Creating a Test Garden
If you want to practice metal detecting at home, consider creating a test garden.
Creating a test garden requires some physical labor, but it isn’t as hard as planting a garden for flowers, shrubs, fruits or vegetables. You want some vegetation left on the ground to make it more challenging, but you also want to be able to reach your targets once the metal detector goes off.
- Use your metal detector to completely clear the soil of any existing metal objects from the area you are going to use for testing. You don’t want anything to ruin your progress.
- Mark off your test site with markers or plants to ensure that your test garden won’t see a lot of foot traffic.
- Clear bigger shrubs and vegetation from the area.
- Once the area is cleared, gather a bag of metal targets of various metals, sizes, and worth. Use old coins, hair pins and, if possible, purchase a bag of targets.
- Dig holes throughout your test garden and “plant” your metal targets anywhere from two to 15 inches below the ground.
- Spread the dirt back over the holes and give it a couple of days so that vegetation and grass start to grow back.
Using Your Test Garden
Once you’ve “planted” your garden, the real fun begins. Most all purpose metal detectors have preset search modes. Some of these include the Garret AT Pro, Nokta Makro Simplex, or the Minelab CTX 3030. Choose one of those to start with and swing your metal detector over your garden. Harnesses are available that distribute the weight of the detector if you find yourself getting tired.
- Start off by performing air tests. Swing your metal detector over items like coins and jewelry above ground so that you know what tones your detector will make. A metal detector will emit a different sound for different types of metal finds.
- Move on to the buried items.
- Log what you found and describe the sound, as well as the number displayed if your metal detector has a digital interface.
- If you want to move beyond the preset search modes, use this time to optimize your search settings.

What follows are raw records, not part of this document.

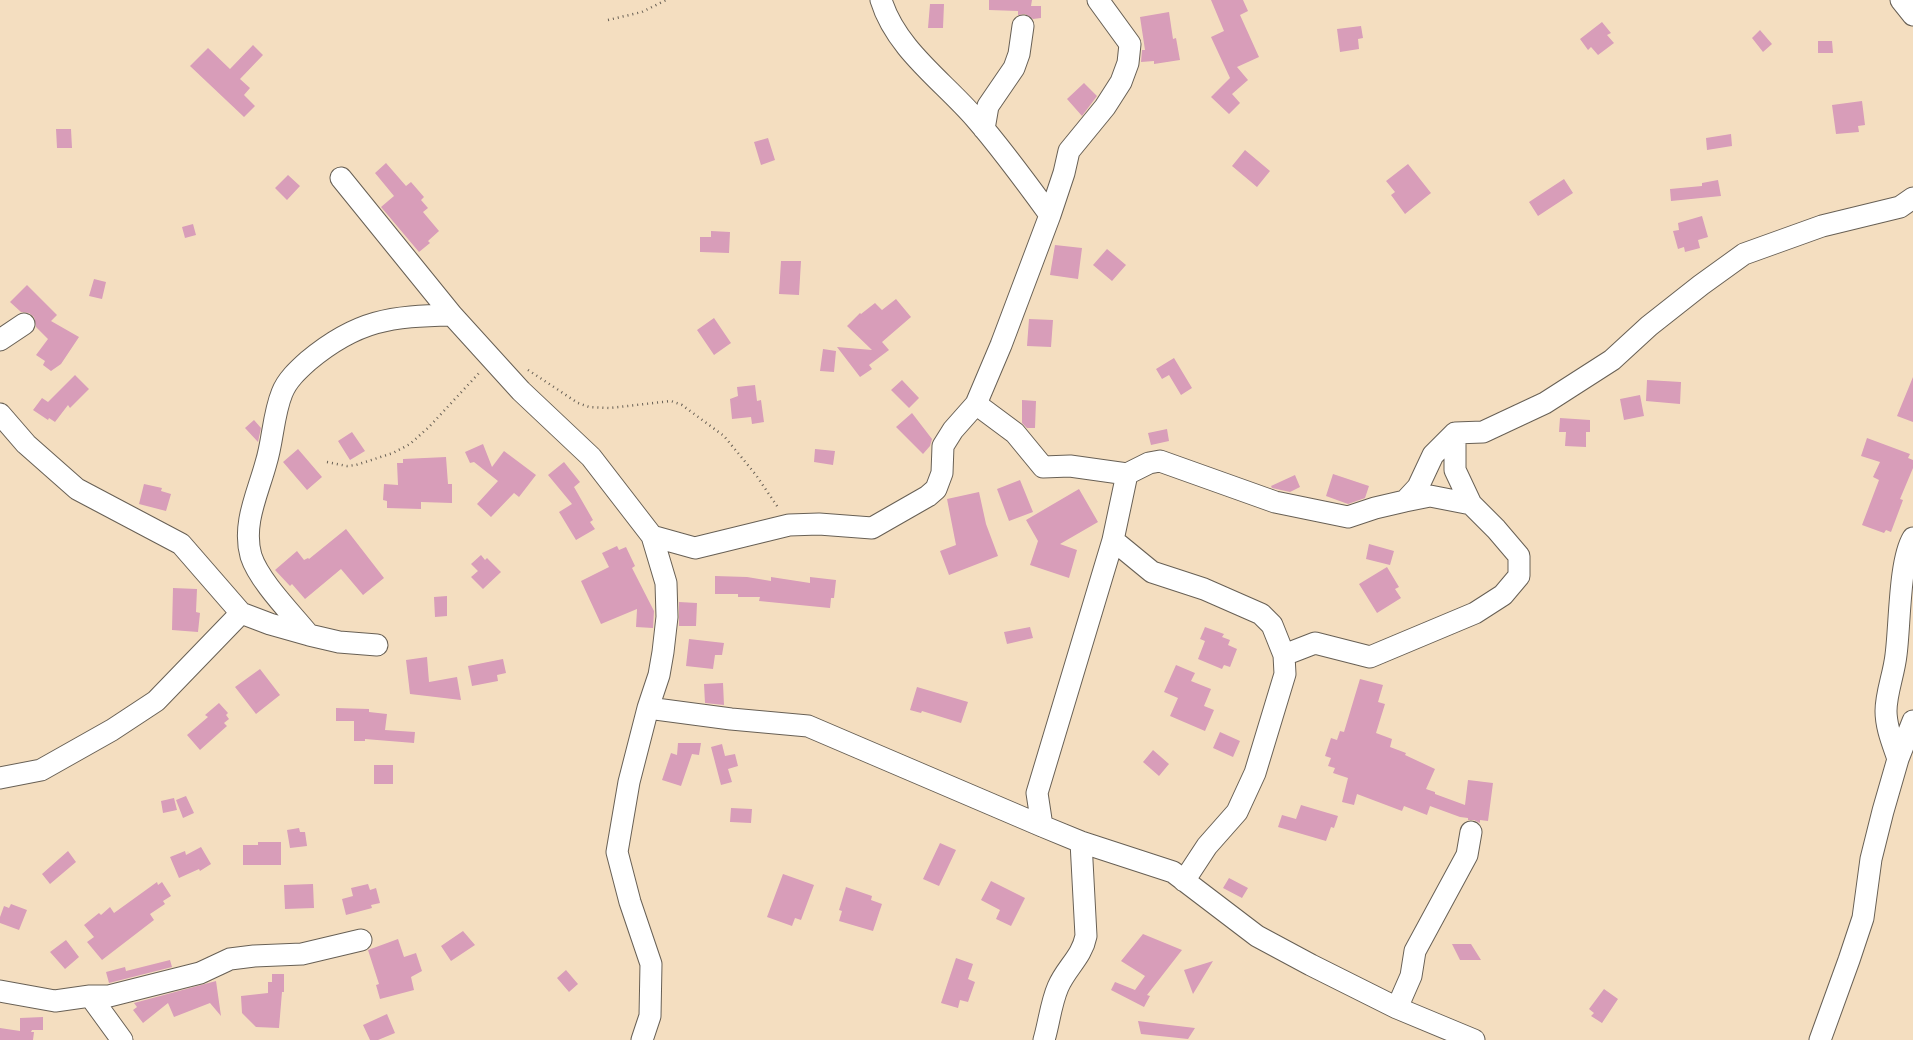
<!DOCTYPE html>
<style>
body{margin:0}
canvas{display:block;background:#f4dec0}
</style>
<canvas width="1913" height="1040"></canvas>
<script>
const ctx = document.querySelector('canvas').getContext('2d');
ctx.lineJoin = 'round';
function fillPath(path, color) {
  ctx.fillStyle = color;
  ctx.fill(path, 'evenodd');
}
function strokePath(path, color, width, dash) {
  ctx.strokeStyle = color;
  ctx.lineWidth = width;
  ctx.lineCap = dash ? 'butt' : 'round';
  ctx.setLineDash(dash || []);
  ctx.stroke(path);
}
fillPath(new Path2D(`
 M989 0H1032L1031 6H1041V18L1033 19 1025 14 1018 15V11L989 10Z
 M1211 0H1243L1248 11 1240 15 1259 57 1237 67 1248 80 1232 94 1240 103 1229 114 1211 97 1230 78 1211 37 1224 31Z
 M930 4H944L943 28H928Z
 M1169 12 1173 39 1176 38 1180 60 1154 64V61L1141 62 1142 50H1145L1140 17Z
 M1602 22 1611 33 1607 35 1614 43 1598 55 1591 47 1588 50 1580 39Z
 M1361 26 1363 38 1358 39 1359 49 1340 52 1337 29Z
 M1760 30 1772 44 1763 52 1752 38Z
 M1818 41H1832L1833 53H1818Z
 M253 45 263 55 240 79 250 88 244 95 255 106 244 117 190 66 208 48 230 69Z
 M1084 83 1097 96 1082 116 1067 99Z
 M1862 101 1865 125 1858 126 1859 132 1836 134 1832 105Z
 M56 129H71L72 148H57Z
 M1731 134 1732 146 1707 150 1706 138Z
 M768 138 775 160 761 165 754 142Z
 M1245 150 1270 171 1257 187 1232 166Z
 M386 163 406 186 411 182 424 197 421 200 428 208 423 212 439 231 428 241 430 243 419 252 381 207 394 196 375 173Z
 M1408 164 1431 193 1405 214 1391 195 1395 192 1386 181Z
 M288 175 300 186 287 200 275 188Z
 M1564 179 1573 193 1538 216 1529 202Z
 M1718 180 1721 196 1671 201 1670 189 1702 186V183Z
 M1702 216 1708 237 1698 240 1700 248 1685 252 1684 247 1678 249 1673 231 1679 230 1678 223Z
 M193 224 196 235 185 238 182 227Z
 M711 231 730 232 729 253 700 252V237H711Z
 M1055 245 1082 248 1078 279 1050 275Z
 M1107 249 1126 265 1112 281 1093 265Z
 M781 261H801L799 295 779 294Z
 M94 279 106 282 102 299 89 296Z
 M27 285 57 315 51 321 79 337 61 364 51 371 43 365 45 361 36 355 48 339 36 327 34 317 29 313 21 312 10 302Z
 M896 299 911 317 882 342 889 350 869 365 872 369 860 377 837 347 872 350 847 326 860 313 861 314 875 303 882 310Z
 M714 318 731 343 714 355 697 330Z
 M1029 319 1053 320 1051 347 1027 346Z
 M823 349 836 351 834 372 820 371Z
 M1174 358 1192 388 1181 395 1169 375 1162 379 1156 369Z
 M75 375 89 389 70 408 68 405 55 422 49 418 48 420 33 410 42 398 48 402Z
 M1913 377V422L1897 416Z
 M902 380 919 398 909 408 891 390Z
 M1647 380 1681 382 1680 404 1646 401Z
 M755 385 757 401 761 400 764 422 752 424 751 417 732 419 730 399 738 396 737 387Z
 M1640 395 1644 416 1624 420 1620 399Z
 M1022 400 1036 401 1035 428H1027L1022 423Z
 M912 413 932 439 930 446 923 454 896 427Z
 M1560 418 1590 420V432H1586V447L1565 446 1566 432H1559Z
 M254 420 261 428 258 442 245 428Z
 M1167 429 1169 441 1151 445 1148 433Z
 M352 432 365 451 350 460 338 441Z
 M1867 438 1910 454 1908 458 1913 460V468L1900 499 1903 500 1891 532 1886 530 1884 533 1862 525 1879 480 1873 477 1880 462 1861 456Z
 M483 444 492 467 504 451 536 475 519 497 514 493 491 517 477 504 498 481 474 462 470 463 465 452Z
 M298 449 322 477 307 490 283 462Z
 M815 449 835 451 833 465 814 462Z
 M446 457 448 484H452V503L421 502V509L387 508V501L383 500 384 484 398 485 397 463H403V459Z
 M564 462 580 482 574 487 593 520 590 522 595 529 576 540 559 512 572 504 548 475Z
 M1333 474 1369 486 1365 498 1348 504 1326 496Z
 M1295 475 1300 487 1290 492 1272 488 1271 486Z
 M1020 480 1033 512 1009 521 997 489Z
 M144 484 162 488 161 491 171 494 166 511 139 504Z
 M1079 489 1098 522 1060 544 1077 550 1069 578 1030 565 1038 541 1026 520Z
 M979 492 986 524 998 556 949 575 940 551 956 545 947 499Z
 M346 529 384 578 363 595 341 569 305 599 292 584 290 586 275 570 297 551 304 560 308 558 309 559Z
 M1369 544 1394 551 1390 565 1366 559Z
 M617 546 619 550 626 547 635 566 632 568 654 611 653 628 636 627 637 609 601 624 581 581 609 567 602 553Z
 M481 555 485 560 487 558 501 572 483 589 471 577 478 571 471 564Z
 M1387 567 1399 587 1395 589 1401 598 1377 613 1359 584Z
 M715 576 747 577 771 581V577L810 583V577L836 580 834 598H831L830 608 759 601 760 597H738V594H715Z
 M173 588 197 589 196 612 200 613 198 632 172 630Z
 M447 596V616L435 617 434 597Z
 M679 602 697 603 696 626H679Z
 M1030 627 1033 638 1007 644 1004 632Z
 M1205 627 1224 634 1222 637 1230 640 1228 645 1237 649 1230 667 1224 665 1222 669 1198 659 1205 641 1200 639Z
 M689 639 724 643 722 655H715L713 669 686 666Z
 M427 657 429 682 457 677 461 700 410 694 406 660Z
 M503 659 506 673 497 675 498 681 472 686 468 666Z
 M1176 665 1195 673 1191 681 1211 689 1204 706 1214 710 1205 731 1170 716 1178 698 1164 692Z
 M260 669 280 695 256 714 235 687Z
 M1360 679 1383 685 1378 702 1385 704 1376 733 1392 739 1390 747 1406 753 1405 755 1435 769 1426 789 1435 792V794L1465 805 1468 780 1493 783 1488 821 1480 820V823L1474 820H1468V818L1460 817 1430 806 1427 815 1404 806 1402 811 1357 794 1354 805 1342 802 1348 778 1333 773 1335 768 1328 766 1331 758 1325 756 1331 738 1337 740 1340 731 1344 732Z
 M723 683 724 705 705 703 704 684Z
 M917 687 968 702 961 723 922 711 921 713 910 710Z
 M219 703 228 713 226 715 229 719 224 723 227 726 200 750 187 735 208 717 205 715Z
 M336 708 369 709V712L387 714 385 730 415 732 414 743 365 739V741H354V721H336Z
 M1220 732 1240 741 1233 757 1213 748Z
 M678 743H701L699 755 692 754 681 786 662 780 671 753 677 755Z
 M722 744 725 756 735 754 738 766 728 769 732 782 721 785 711 747Z
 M1153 750 1169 764 1159 776 1143 762Z
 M374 765H393V784H374Z
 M186 796 194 813 183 818 176 800Z
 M174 798 177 810 163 813 161 801Z
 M1301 805 1338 816 1334 828 1331 827 1326 841 1278 827 1282 815 1296 819Z
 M731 808 752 809 751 823 730 822Z
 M299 828 300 832H305L307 846 290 848 287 830Z
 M258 842H281V865H243V845H258Z
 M940 843 956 850 939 886 923 879Z
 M201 847 211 864 200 871 199 869 179 878 170 857 185 851 186 855Z
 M68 851 76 862 50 884 42 874Z
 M783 874 814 885 801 920 795 918 792 926 767 917Z
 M1229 878 1248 888 1242 898 1223 888Z
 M991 881 1025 898 1011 926 996 919 1000 910 981 900Z
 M157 882 158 885 162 882 171 896 163 901 165 904 150 914 154 920 102 960 87 942 94 937 84 925 99 913 101 915 110 907 114 913Z
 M313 884 314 908 285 909 284 885Z
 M368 884 370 890 376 888 380 903 371 905 372 908 346 915 342 899 353 896 351 888Z
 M846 887 872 896 871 900 882 904 873 931 839 921 842 911 839 910Z
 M11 904 27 910 19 930 0 923V917L4 906 9 908Z
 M463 931 475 945 451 961 441 946Z
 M1143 934 1182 950 1147 995 1150 996 1144 1007 1111 990 1115 982 1135 990 1145 976 1121 961Z
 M398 939 404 957 416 953 422 971 411 977 414 990 380 999 376 985 379 984 368 950Z
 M66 940 79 957 65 969 50 952Z
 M1452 944H1471L1481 960H1460Z
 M956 958 973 964 968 979 975 982 968 1002 960 1000 958 1008 941 1003Z
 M170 960 172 967 109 983 106 972 125 967 126 971Z
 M1213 961 1193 994 1184 970Z
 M566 970 578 984 569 992 557 978Z
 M272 974H284V992H282L279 1028 256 1027 242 1013 241 996 268 993V982H272Z
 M216 981 221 1016 210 1003 174 1017 168 1003 143 1023 133 1010 137 1007 134 1003Z
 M1604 989 1618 999 1602 1023 1591 1016 1594 1013 1589 1009Z
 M387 1014 395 1033 378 1040H370L363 1025Z
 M43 1017V1030H32L31 1032H34L33 1040H0V1028L20 1031V1018Z
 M1138 1021 1161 1024 1195 1028 1188 1039 1141 1034Z`), '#d89db9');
const minor = new Path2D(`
 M881 0C896 49 943 81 975 118 1002 149 1026 182 1050 215
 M1901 0 1913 15
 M984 129 988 106 1014 68 1019 54 1023 26
 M341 178 452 315 521 391 591 457 652 536 666 583 667 617 663 652 659 675 648 708 629 782 617 852 630 902 651 964 650 1016 642 1040
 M0 340 24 324
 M976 404 1015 433 1043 467 1070 466 1127 474 1113 540 1152 572 1204 589 1261 614 1272 625 1284 655 1285 674 1255 773 1237 812 1207 846 1184 881
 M0 414 26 444 77 489 181 544 241 613 270 624 309 635 339 642 377 645
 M1127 474 1149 463 1160 461 1275 502 1348 517 1375 508 1405 501 1418 487 1433 455 1455 433 1483 432 1545 403 1612 360 1649 326 1701 285 1744 254 1822 226 1900 207 1913 198
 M1405 501 1430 496 1471 504
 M652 536 695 548 789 525 819 524 872 528 928 496 936 489 942 473 943 446 953 430 976 404 1001 345 1050 215 1064 173 1069 151 1105 107 1121 82 1128 63 1130 44 1098 0
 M309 635C292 614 259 581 251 556 242 524 258 493 266 463 273 441 273 415 282 393 287 380 298 370 308 361 357 320 391 316 452 315
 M1284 655 1315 643 1370 657 1475 613 1503 595 1519 576V556L1496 529 1471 504 1455 470V433
 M648 708 731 719 808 726 1042 826 1081 842 1173 872 1257 936 1311 965 1397 1008 1474 1040
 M1898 759C1893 744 1886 728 1886 711 1886 693 1894 674 1896 655 1900 626 1899 561 1913 538
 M0 778 41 770 112 730 156 701 241 613
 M1042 826 1037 793 1113 540
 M0 991 55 1001 90 996 122 1040
 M90 996H109L200 973 230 959 254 956 302 954 361 940
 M1397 1008 1411 976 1415 951 1467 855 1471 832
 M1044 1040C1049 1023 1051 1003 1058 987 1066 968 1082 957 1086 936L1081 842
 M1820 1040 1849 960 1863 918 1871 859 1883 811 1898 759 1913 721`);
strokePath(minor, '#686055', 23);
strokePath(new Path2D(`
 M608 20 642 12 666 0
 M528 370 578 403 589 407 610 408 671 401 682 405 724 436 756 475 779 509
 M327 462 347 466 356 465 393 453 410 444 429 427 480 372`), '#686055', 2.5, [1, 4]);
strokePath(minor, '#fff', 21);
</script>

- Newly buried coins may be hard to detect. That’s because of something called the halo effect. When a coin is buried for a long time, some of the metal properties “leak” into the ground, giving off a stronger signal. The longer your coins are buried, the more easily you’ll find them later!
Maintaining a Test Garden
Even though your test garden is just a test, it still requires basic maintenance. It’s easier to find hidden metal under the ground when it’s barren with no vegetation getting in the way, but you won’t find that when metal detecting in the best places, like the woods or even around the beach.
Make sure to water your garden. Keep a garden hose nearby with a hose reel. Not only does this keep your hose from being an obstacle, it will also prevent it from being kinked.
A test garden will not only give you time to get used to your metal detector, it will also give you all the benefits of gardening for relaxation and stress relief.
Start your test garden today and get one step closer to digging up some real treasure. Maybe the next person to dig up a great metal detecting find in the news will be you!